C'est l'une de ses actrices fétiches, la jeune Lisa Heredia – admirée par le réalisateur - qui se voit attribuer le rôle principal : l'incarnation d'un personnage fictif, Agnès Tessier, illustrant par un extrait de sa courte vie la difficile survie des générations HLM. Par soif de liberté et d'indépendance, blasée par les cours bruyants du lycée, elle décide de se consacrer à sa vie d'adulte, s'installe avec une amie – ses relations avec elle resteront troubles – dans une barre de Bagnolet, abandonnant par la même sa génitrice. Pilier de la réflexion de Brisseau, Agnès Tessier est la concrétisation de cette jeunesse défavorisée et perdue d'avance, plongée dès sa naissance dans les soucis des aînés, et qui souvent ne trouve pas la force de mettre fin à cette souffrance muette.

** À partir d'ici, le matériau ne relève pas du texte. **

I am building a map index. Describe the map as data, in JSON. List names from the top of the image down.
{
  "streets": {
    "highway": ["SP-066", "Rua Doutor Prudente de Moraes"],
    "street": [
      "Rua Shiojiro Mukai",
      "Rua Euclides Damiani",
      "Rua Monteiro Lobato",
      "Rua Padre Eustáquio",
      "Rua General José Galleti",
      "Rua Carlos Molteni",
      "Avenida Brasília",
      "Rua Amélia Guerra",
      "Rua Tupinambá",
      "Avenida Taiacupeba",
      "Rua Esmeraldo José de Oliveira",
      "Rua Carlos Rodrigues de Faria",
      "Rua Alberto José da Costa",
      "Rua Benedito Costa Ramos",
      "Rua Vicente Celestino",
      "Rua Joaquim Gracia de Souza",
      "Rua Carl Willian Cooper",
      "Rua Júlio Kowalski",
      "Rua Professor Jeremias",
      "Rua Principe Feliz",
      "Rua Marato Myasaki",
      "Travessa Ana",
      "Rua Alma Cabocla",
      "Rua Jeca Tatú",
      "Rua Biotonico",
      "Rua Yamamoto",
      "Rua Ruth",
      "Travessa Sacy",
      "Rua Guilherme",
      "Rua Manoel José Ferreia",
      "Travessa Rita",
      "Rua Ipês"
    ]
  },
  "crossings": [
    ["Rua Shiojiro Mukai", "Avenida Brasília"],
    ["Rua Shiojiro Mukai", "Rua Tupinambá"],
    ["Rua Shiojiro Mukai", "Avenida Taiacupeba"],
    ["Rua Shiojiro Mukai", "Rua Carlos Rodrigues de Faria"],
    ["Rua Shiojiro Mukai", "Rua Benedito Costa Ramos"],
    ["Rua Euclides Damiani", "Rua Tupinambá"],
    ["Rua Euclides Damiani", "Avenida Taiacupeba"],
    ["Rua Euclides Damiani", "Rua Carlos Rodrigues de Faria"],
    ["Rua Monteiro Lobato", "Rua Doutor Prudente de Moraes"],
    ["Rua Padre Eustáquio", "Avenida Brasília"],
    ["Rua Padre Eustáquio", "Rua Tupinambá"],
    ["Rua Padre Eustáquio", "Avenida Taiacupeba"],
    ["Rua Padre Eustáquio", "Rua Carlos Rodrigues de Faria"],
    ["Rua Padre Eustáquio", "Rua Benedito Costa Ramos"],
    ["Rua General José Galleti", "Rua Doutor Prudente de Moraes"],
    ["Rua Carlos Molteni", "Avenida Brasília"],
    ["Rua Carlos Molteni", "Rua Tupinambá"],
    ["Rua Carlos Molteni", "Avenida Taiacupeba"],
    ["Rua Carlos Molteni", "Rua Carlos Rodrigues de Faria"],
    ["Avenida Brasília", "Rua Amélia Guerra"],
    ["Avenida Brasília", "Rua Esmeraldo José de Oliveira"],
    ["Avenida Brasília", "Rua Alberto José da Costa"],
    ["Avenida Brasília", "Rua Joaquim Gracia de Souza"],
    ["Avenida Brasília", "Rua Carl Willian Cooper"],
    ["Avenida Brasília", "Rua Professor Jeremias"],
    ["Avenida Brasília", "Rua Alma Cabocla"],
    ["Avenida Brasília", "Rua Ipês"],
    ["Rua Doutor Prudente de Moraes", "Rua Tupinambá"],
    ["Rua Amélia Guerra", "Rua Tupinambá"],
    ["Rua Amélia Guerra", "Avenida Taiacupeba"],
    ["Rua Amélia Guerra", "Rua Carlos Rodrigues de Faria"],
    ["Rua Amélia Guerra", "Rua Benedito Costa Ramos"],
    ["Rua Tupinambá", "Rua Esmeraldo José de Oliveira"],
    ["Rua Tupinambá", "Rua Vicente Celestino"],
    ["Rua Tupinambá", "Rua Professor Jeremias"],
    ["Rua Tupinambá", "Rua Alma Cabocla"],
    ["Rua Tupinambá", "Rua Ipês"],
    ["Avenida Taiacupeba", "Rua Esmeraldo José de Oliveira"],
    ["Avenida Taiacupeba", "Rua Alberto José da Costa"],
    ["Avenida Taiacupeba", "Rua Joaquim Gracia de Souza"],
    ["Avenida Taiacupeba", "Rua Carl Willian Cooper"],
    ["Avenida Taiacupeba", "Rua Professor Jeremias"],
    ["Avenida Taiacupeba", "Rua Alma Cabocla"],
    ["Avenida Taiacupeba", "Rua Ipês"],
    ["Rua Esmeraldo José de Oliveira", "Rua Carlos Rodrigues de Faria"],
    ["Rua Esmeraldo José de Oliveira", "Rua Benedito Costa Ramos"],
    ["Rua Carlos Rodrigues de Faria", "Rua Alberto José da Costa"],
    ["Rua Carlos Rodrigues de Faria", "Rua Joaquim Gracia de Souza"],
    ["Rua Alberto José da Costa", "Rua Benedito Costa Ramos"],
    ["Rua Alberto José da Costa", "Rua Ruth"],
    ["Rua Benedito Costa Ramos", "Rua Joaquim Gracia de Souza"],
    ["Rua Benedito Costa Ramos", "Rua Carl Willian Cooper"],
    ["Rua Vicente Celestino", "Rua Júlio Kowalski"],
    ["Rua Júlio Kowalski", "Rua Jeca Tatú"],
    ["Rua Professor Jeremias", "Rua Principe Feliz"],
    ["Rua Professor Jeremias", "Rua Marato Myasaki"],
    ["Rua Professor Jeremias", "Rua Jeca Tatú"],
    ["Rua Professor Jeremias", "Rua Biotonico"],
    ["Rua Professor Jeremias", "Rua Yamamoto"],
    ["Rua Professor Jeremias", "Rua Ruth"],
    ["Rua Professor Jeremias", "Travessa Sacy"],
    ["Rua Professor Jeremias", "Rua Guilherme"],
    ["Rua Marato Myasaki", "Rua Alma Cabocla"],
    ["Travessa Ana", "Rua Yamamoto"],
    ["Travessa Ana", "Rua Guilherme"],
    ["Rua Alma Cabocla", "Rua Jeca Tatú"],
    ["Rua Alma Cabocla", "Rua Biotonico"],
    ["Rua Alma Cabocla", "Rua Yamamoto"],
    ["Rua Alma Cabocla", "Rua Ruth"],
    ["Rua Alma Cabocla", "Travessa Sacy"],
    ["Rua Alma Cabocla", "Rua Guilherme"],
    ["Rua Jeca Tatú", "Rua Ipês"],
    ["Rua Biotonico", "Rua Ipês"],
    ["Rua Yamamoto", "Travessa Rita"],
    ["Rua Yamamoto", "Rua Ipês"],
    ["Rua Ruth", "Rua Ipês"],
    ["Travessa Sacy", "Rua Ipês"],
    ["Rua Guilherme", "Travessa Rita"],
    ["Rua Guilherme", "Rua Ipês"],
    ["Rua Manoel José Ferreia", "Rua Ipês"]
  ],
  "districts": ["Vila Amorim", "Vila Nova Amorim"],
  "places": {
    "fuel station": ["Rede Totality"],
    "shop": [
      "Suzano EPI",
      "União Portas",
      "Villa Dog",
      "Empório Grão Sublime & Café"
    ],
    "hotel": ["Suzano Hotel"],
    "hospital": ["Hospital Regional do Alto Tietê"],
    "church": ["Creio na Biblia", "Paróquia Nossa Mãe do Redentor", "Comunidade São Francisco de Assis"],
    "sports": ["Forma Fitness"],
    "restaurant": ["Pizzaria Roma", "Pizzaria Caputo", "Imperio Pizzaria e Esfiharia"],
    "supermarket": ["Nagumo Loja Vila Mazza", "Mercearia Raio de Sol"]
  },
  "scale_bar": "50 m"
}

Esthétiquement parlant, "La Vie comme ça" reste un petit film amateur, enfermant toutes les situations filmées dans une grisaille à grains épais, lui donnant malgré tout un certain charme. C'est peut-être l'unique film du réalisateur qui ne comprenne ni séquence d'onirisme, ni plans érotiques. Plus proche du documentaire fictionnel – que l'ouverture laisse à penser – que d'un réel film intimiste auquel Brisseau nous habituera plus tard.
La force de cette œuvre réside donc un peu partout et nulle part à la fois, tant dans ses interprétations parfois naïves, parfois profondément touchantes - en particulier le rôle du concierge - que par ses dialogues, qui paradoxalement plongent la réalisation elle même dans une sorte de malaise ambiant, accompagnant alors à la perfection la thématique abordée, tellement déprimante, mais si justement traitée.
"La Vie comme ça" semble d'un naturel fascinant, comme si l'oeuvre s'était filmée d'elle-même, malgré le poids de ses accusations.